I love history because you can always find familiar patterns.
History tells us a simple truth: power is always built upon the inequality of knowledge.
Medieval aristocrats monopolized the ability to learn. Industrial capitalists monopolized production knowledge. Modern corporate managers monopolize information flow. They’re all playing the same game - controlling others through knowledge control. In these scenarios, money represents the result of knowledge gaps, not the cause.
However, the internet changed everything, with various kinds of knowledge spreading rapidly online. The AI era makes it even more dramatic, with professional-level knowledge readily available in a chat window. Traditional management hierarchies seem absurd in modern times: if management merely means arranging work based on shallow knowledge, a $20/month AI management panel could outperform most “managers.”
I believe management is a level, a state achieved through the sublimation of knowledge and capability.
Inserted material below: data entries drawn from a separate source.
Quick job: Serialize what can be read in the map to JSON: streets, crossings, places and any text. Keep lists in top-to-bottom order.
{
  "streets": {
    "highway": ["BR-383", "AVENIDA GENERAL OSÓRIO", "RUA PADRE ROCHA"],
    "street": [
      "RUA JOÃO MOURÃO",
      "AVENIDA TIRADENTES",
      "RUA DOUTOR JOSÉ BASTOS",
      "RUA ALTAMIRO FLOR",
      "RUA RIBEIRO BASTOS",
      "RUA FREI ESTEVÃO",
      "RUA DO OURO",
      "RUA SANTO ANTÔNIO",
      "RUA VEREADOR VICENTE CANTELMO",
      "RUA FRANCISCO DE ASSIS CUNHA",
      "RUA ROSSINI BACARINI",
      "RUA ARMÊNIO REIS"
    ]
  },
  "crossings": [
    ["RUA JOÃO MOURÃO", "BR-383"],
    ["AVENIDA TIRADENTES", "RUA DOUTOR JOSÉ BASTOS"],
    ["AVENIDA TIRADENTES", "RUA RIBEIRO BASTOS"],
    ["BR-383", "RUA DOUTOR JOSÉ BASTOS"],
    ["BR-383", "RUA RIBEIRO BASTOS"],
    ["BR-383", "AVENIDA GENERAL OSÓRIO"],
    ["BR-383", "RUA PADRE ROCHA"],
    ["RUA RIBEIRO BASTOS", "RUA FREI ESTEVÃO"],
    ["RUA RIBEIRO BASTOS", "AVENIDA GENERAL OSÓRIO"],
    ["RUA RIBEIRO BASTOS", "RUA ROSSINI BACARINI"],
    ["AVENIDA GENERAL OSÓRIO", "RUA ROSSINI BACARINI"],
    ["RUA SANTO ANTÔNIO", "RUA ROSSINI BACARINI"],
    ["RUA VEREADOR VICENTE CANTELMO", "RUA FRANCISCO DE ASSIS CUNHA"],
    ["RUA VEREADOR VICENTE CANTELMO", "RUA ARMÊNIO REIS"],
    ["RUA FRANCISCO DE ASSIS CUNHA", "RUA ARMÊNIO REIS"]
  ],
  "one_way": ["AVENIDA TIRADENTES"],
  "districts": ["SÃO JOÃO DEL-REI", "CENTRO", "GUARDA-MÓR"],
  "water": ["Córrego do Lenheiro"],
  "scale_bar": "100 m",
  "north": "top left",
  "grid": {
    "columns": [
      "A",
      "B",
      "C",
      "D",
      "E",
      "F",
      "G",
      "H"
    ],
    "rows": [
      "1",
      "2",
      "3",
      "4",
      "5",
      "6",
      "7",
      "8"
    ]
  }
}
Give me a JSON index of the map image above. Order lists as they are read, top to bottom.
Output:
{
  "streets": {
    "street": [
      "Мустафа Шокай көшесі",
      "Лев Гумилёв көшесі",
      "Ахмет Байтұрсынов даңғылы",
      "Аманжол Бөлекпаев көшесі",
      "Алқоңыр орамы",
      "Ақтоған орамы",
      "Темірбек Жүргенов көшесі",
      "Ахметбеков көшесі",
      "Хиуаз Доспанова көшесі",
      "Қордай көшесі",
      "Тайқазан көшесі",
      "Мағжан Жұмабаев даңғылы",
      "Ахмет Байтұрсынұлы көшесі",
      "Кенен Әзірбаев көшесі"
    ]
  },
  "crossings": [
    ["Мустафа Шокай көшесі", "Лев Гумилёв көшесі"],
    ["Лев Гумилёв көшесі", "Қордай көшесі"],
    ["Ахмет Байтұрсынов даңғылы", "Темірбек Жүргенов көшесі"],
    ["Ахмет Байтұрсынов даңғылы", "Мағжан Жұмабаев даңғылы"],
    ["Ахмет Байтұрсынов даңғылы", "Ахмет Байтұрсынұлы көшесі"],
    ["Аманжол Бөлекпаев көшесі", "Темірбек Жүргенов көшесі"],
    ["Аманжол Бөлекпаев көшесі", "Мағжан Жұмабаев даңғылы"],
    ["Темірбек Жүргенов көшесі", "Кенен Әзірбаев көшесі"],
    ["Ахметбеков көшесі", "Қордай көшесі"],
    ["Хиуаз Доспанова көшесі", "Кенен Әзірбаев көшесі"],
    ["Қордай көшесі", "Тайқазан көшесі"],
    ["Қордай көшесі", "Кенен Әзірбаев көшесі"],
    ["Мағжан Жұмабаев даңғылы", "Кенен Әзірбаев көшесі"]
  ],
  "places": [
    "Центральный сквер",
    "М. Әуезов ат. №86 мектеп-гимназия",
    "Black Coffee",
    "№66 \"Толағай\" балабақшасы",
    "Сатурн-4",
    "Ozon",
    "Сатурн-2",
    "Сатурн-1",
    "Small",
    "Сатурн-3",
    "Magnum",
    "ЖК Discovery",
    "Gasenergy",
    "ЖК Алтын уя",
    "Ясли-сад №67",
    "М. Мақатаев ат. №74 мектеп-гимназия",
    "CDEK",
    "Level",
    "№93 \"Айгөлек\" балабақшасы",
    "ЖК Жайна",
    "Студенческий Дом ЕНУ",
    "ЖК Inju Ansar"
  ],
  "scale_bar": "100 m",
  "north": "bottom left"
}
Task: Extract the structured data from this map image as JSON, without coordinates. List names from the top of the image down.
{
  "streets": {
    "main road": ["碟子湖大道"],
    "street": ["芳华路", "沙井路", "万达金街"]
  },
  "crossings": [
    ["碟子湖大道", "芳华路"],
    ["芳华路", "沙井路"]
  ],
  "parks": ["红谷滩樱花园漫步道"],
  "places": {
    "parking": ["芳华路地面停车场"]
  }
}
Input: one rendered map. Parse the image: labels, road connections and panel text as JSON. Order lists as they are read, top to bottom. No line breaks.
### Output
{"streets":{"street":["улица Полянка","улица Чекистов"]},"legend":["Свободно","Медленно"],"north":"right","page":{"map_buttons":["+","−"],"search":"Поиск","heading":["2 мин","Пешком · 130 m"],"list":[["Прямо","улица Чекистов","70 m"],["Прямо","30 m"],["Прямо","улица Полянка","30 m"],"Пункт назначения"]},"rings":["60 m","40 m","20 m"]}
Good managers are like your superset, your role model, using their presence to show you future possibilities and their abilities to guide you forward. They know what you’re doing, whether your actions are good or bad, when to help you up, and when to let you learn from setbacks. They understand the short-term and long-term benefits of different options and make decisions after weighing all intelligence and assumptions. Again, management isn’t a skill, but a level. Knowledge, understanding, action - this cycle is the foundation for ascending to higher levels.
Those managers lacking real capability are essentially information manipulators. They maintain their position by blocking knowledge flow, substituting titles for competence, and masking insecurity with power. Outside organizational protection, they cannot create real value in the world.
At this turning point in life, I hope to demonstrate a new possibility through my actions.